Ter, 29/03/2016 - 15:06


Os europeus, todos, estamos a sujeitar-nos a uma humilhação que muitos sentimos ser inadmissível.
Alguns criminosos esbofeteiam-nos de forma descarada, matam-nos como gado e escancaram os sorrisos podres, de ratazanas da cloaca máxima do universo, refastelados nos nossos estados de direito democrático, conspurcando as instituições que foram concebidas para a elevação, mesmo dos ignaros, à condição humana.
Sobre a carnificina, servida ao ritmo de novela, choram-se lágrimas de terror, que dizem muito, sobre o que já conseguimos construir, apesar dos erros e omissões, que também nos acompanharam na costura do tempo.
Choramos de angústia, mas também de compaixão, mesmo por eles, bestas diabólicas, meticulosos cobardes ao serviço da ignomínia, traiçoeiros como as víboras que se dissimulam no deserto.
Mas, já é tempo de secarmos as lágrimas, respirarmos bem fundo, até à essência dos nossos valores e passarmos à acção, porque a nossa própria cobardia não resultará em benefício para o futuro.
Por isso, é preciso substituir as lágrimas, não pela raiva, mas pela coragem, sem tremeliques, que nos conduza a uma vitória firme e nos permita retomar a tranquilidade e a serenidade que conquistámos, com mérito, no contexto da humanidade.
O caminho pode ser dilacerante, mas é melhor arriscá-lo do que permanecer nesta morte lenta de leão velho, à mercê de todos os necrófagos da obscuridade.
Ou os europeus resolvem, de uma vez por todas, construir a Europa, ou os próximos milénios poderão reconduzir o planeta dos homens a novos infernos, eventualmente sem remissão.
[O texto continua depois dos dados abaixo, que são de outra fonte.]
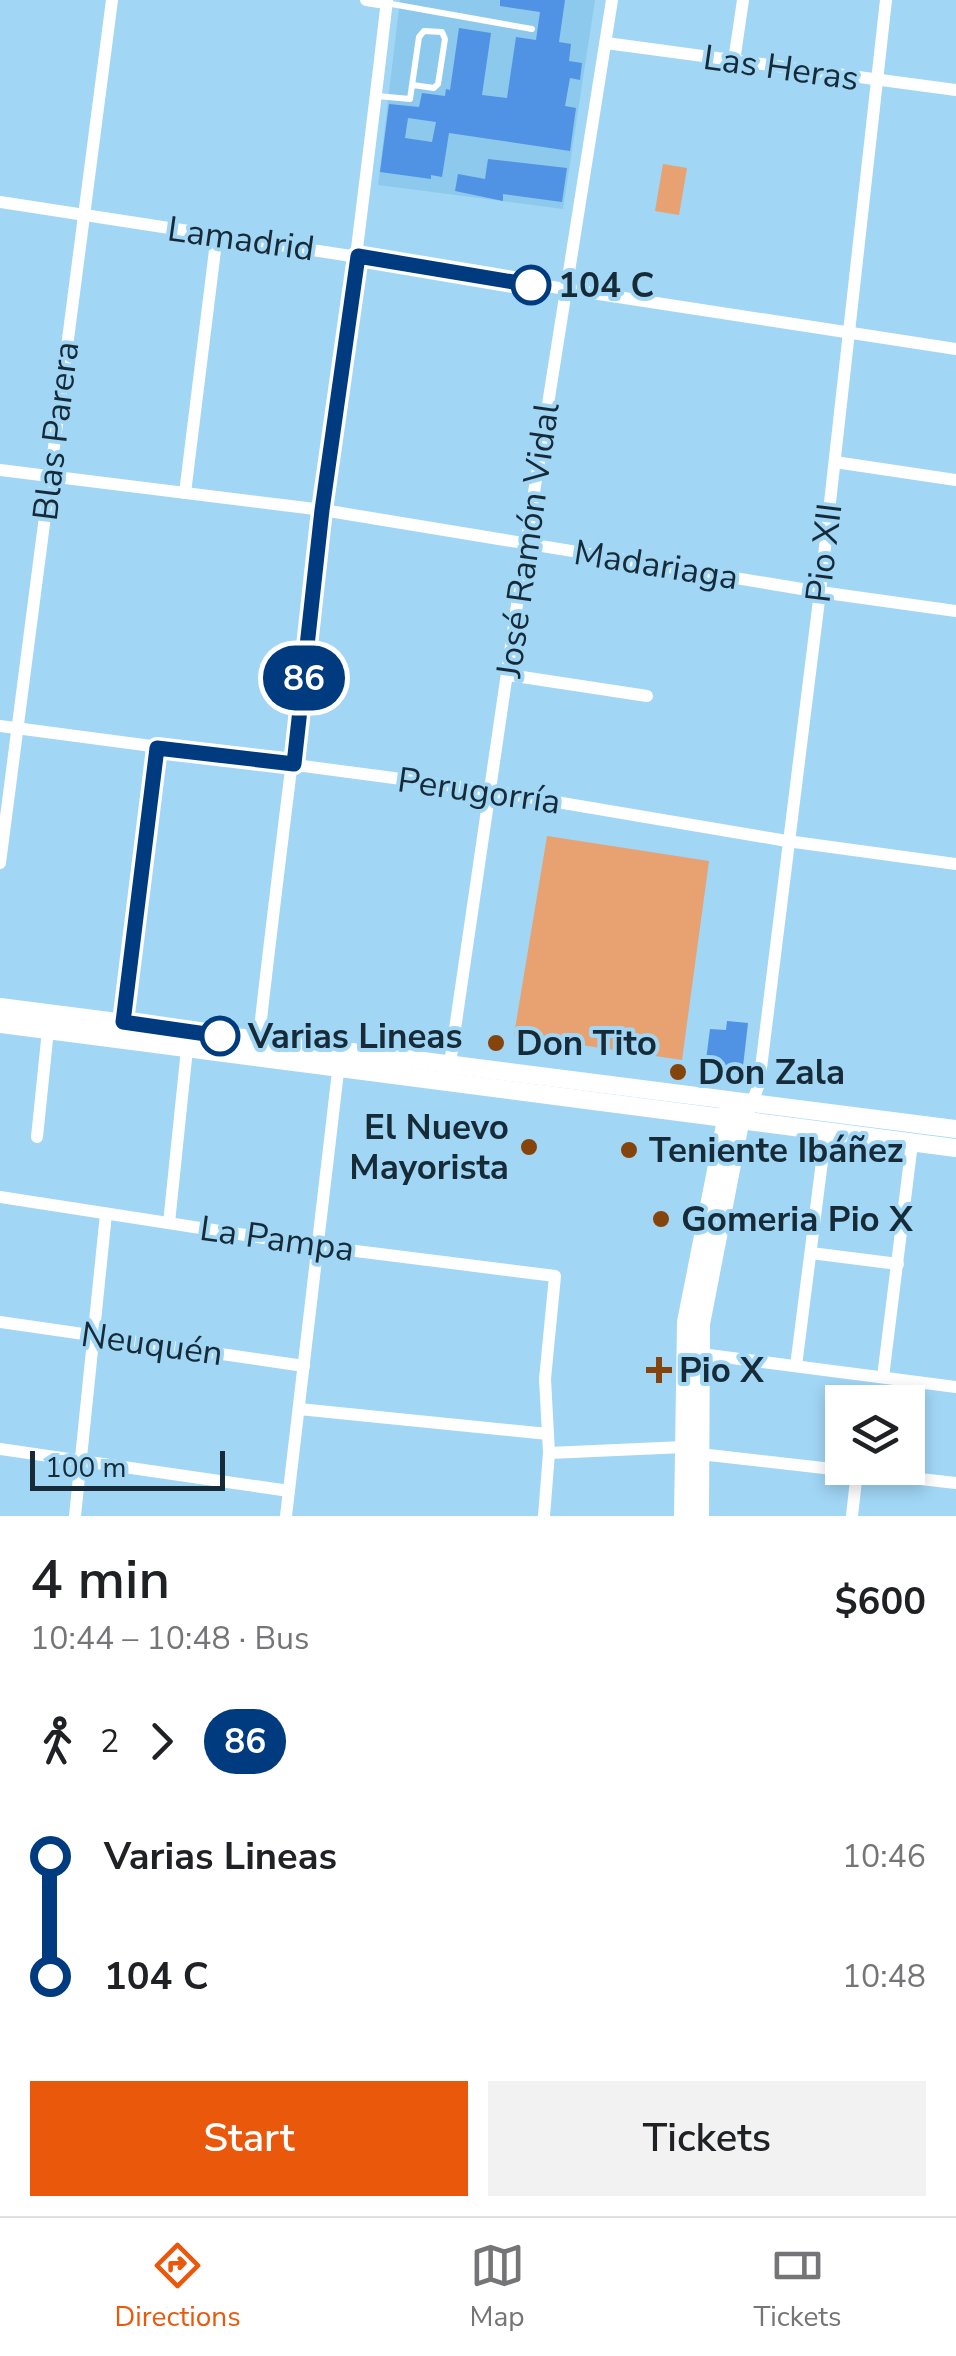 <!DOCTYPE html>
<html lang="en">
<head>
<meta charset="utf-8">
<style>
	body { margin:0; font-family:"Nunito Sans",sans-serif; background:#f2f2f2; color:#202124; height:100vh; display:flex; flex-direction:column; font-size:38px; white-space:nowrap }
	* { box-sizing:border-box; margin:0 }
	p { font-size:32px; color:#757577 }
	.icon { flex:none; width:55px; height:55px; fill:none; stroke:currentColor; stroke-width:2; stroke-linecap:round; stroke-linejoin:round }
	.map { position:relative; height:1516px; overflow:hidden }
	.sheet { display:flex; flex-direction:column; background:#fff; flex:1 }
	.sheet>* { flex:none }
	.badge { padding:0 20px; border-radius:32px; font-size:35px; line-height:65px }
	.tools { position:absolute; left:825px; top:1385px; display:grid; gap:20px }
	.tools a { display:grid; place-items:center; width:100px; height:100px; border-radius:0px; background:#fff; box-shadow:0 5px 15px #0003; font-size:50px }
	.scale { position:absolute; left:30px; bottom:25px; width:195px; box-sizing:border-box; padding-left:10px; border:5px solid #162b37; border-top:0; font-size:28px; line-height:35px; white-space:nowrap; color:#162b37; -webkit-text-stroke:8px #a1d6f5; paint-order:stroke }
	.map>.badge { position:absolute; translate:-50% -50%; box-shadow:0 0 0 5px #fff }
	.legs { display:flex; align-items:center; gap:15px; height:110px; padding:0 30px; font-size:32px }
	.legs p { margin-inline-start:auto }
	.summary { display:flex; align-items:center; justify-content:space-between; height:170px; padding:0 30px }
	h1 { font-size:55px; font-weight:600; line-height:75px }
	.primary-button { display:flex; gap:20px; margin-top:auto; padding:20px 30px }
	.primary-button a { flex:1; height:115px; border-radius:0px; background:#ea580c; color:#fff; font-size:40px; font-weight:600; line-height:115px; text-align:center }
	.primary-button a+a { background:#f2f2f2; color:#202124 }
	ul { padding:0 30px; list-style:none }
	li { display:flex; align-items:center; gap:35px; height:120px; font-size:38px }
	li i { display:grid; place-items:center; width:15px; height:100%; margin:0 12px; background:currentColor }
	li i::after { content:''; width:25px; height:25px; margin:-12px; border:8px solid; border-radius:50%; background:#fff }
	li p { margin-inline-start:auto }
	li:first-child i { background:linear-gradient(#0000 50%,currentColor 0) }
	li:last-child i { background:linear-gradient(currentColor 50%,#0000 0) }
	.tabs { display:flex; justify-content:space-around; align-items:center; height:140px; border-top:2px solid #e0e0e0; background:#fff; font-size:28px; color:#757577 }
	.tabs a { display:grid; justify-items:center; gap:5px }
	.tabs .on { color:#ea580c }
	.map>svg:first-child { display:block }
	.built { fill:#8dc9ec }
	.green { fill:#e8a170 }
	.building { fill:#5092e3; fill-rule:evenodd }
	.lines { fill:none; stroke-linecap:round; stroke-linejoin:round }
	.service { stroke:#fff; stroke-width:6 }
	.minor { stroke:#fff; stroke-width:12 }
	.secondary { stroke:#fff; stroke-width:18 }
	.line-1-casing { stroke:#fff; stroke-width:22 }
	.line-1 { stroke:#003b80; stroke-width:15 }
	.stop-1-dot { fill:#fff; stroke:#003b80; stroke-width:5 }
	.poi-dot { fill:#85440c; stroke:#a1d6f5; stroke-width:4 }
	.labels { text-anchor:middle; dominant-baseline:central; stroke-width:8; stroke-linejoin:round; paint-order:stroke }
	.street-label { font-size:35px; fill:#162b37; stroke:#a1d6f5 }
	.stop-label { font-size:35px; font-weight:bold; fill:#162b37; stroke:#a1d6f5; text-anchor:start }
	.poi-label { font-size:35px; font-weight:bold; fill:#162b37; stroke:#a1d6f5; text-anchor:start }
</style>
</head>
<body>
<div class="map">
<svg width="956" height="1516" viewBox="0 0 956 1516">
	<rect width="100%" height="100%" fill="#a1d6f5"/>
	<path class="built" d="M400 0H595L563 209 378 185Z"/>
	<g class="green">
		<path d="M663 164 687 168 679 215 655 211Z"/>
		<path d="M547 836 709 861 682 1060 514 1035Z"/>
	</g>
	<g class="building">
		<path d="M500 0H565L559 42 571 44 569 61 582 63 580 80 570 78 565 106 576 108 570 151 449 133 442 177 431 175V179L380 172 389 104 419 107 422 93 445 96 446 89 450 90 459 28 491 33 482 95 507 98 516 37 536 40 540 12 500 6ZM408 118 436 122 432 142 405 138Z"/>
		<path d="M488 159 567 168 562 202 503 194V201L455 191 458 174 485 179Z"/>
		<path d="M727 1021 748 1023 742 1075 717 1072 718 1061 706 1060 710 1029 726 1030Z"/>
	</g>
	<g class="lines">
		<g class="service">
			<path d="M386 3 532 29"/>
			<path d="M377 96 410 99 419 37 424 31 442 32 445 39 438 84 434 88 413 85"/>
		</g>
		<g class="minor">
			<path d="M366 0 386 3"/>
			<path d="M606 43 956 90"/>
			<path d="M734 61 743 0"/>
			<path d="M0 202 956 349"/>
			<path d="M835 462 956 480"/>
			<path d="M0 470 323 510 820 592 956 611"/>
			<path d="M185 493 217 234"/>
			<path d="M509 675 647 696"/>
			<path d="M0 726 492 791 787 841 956 864"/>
			<path d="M0 863 112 0"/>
			<path d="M122 1027 157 748"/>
			<path d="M258 1046C297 697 347 349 387 0"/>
			<path d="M449 1070 526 543 612 0"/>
			<path d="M752 1103 759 1084 820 592 886 0"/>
			<path d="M37 1137 48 1030"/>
			<path d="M0 1197 316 1246 555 1276 545 1379 549 1453 544 1516"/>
			<path d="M169 1223 187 1049"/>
			<path d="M811 1253 898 1264"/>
			<path d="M0 1322 304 1366"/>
			<path d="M701 1354 956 1387"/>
			<path d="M796 1366 826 1130"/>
			<path d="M883 1377 912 1143"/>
			<path d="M299 1409 548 1434"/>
			<path d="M0 1449 289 1491"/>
			<path d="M549 1453 684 1447"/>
			<path d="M700 1454 956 1483"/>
			<path d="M75 1516 106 1214"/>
			<path d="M286 1516 339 1063"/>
			<path d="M852 1516 857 1471"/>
		</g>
		<g class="secondary">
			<path d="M0 1007 956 1129"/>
			<path d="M0 1024 956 1148"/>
			<path d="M683 1516 686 1322 729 1105"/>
			<path d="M700 1516 701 1324 741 1118 746 1112"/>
		</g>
	</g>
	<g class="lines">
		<defs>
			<path id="line-1" d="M220 1036 123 1022 157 748 294 764 322 510 358 256 531 285"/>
		</defs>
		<use href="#line-1" class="line-1-casing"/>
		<use href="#line-1" class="line-1"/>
	</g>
	<g class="stop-1-dot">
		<circle cx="531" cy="285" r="18"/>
		<circle cx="220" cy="1036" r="18"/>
	</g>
	<g class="poi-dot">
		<circle cx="496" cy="1043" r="10"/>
		<circle cx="678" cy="1072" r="10"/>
		<circle cx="529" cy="1147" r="10"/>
		<circle cx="629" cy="1150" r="10"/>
		<circle cx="661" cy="1219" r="10"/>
		<path d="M654 1355h10v10h10v10h-10v10h-10v-10h-10v-10h10z"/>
	</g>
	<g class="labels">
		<g class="street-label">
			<text transform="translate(781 68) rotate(8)">Las Heras</text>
			<text transform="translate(241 239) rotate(8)">Lamadrid</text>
			<text transform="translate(56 431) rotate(-83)">Blas Parera</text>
			<text transform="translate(528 540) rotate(-82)">José Ramón Vidal</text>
			<text transform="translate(824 553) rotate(-83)">Pio XII</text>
			<text transform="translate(656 565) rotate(9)">Madariaga</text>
			<text transform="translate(479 791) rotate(8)">Perugorría</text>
			<text transform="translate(277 1239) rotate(8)">La Pampa</text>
			<text transform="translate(152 1344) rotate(8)">Neuquén</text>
		</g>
		<g class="stop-label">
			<text x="558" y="285">104 C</text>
			<text x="248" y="1036">Varias Lineas</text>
		</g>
		<g class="poi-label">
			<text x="516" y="1043">Don Tito</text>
			<text x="698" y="1072">Don Zala</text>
			<text x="509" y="1127" text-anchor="end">El Nuevo<tspan x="509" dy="40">Mayorista</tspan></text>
			<text x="649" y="1150">Teniente Ibáñez</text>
			<text x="681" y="1219">Gomeria Pio X</text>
			<text x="679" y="1370">Pio X</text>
		</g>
	</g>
</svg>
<div class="tools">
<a><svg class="icon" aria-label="layers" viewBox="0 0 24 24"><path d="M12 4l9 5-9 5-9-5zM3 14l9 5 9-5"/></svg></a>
</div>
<div class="scale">100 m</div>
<b class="badge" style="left:304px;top:678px;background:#003b80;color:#fff">86</b>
</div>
<section class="sheet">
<div class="summary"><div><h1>4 min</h1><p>10:44 – 10:48 · Bus</p></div><b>$600</b></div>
<div class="legs"><svg class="icon" aria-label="walk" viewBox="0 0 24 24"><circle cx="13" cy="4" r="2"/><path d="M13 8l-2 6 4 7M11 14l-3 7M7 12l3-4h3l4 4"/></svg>2<svg class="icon" aria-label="forward" viewBox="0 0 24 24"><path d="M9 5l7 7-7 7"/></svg><b class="badge" style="background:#003b80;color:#fff">86</b></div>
<ul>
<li><i style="color:#003b80"></i><b>Varias Lineas</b><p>10:46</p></li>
<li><i style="color:#003b80"></i><b>104 C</b><p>10:48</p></li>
</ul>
<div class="primary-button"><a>Start</a><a>Tickets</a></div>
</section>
<nav class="tabs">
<a class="on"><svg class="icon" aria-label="directions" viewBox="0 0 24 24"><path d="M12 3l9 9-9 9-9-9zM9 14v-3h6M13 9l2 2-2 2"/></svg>Directions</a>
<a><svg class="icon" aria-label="map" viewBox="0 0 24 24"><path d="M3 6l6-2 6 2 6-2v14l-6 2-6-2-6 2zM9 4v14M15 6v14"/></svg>Map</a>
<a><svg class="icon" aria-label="tickets" viewBox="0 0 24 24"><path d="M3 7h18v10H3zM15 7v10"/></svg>Tickets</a>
</nav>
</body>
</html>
Enquanto dermos o espectáculo grotesco que flamengos e valões mostraram na última semana, enquanto determinados políticos de vários países europeus insistirem em culpar os seus concidadãos, em vez de assumirem claramente que os terroristas são os principais responsáveis pelo sangue que corre, suportados, é verdade, por manipuladores hipócritas que afectam querer a paz, a Europa continuará moribunda.
Precisamos de realismo na análise, para que tenhamos condições de nos fazer respeitar. É disso que se trata. Se olharmos, com olhos de ver, para a actual liderança turca, não podemos continuar a confundir o nosso tempo com a guerra fria e, muito menos, esperar lealdade daquele lado do Mediterrâneo.
Também precisamos de ter consciência que há ameaças evidentes a sul. Não podemos esquecer, apesar dos séculos, os ímpetos radicais dos Almorávidas e dos Almóadas, que ensanguentaram a Península Ibérica dois séculos depois da chegada do Islão. Hoje também há ameaças, curiosamente das mais intensas, vindas do Magreb e já não nos parece tão exótico que, nas mesquitas do Paquistão, se proclame o regresso ao Garb, o ocidente, a nossa terra.
Se continuarmos a encolher-nos e a chorar vão, provavelmente, realizar connosco o último holocausto, antes do apocalipse, de que aparentam ser os reais cavaleiros.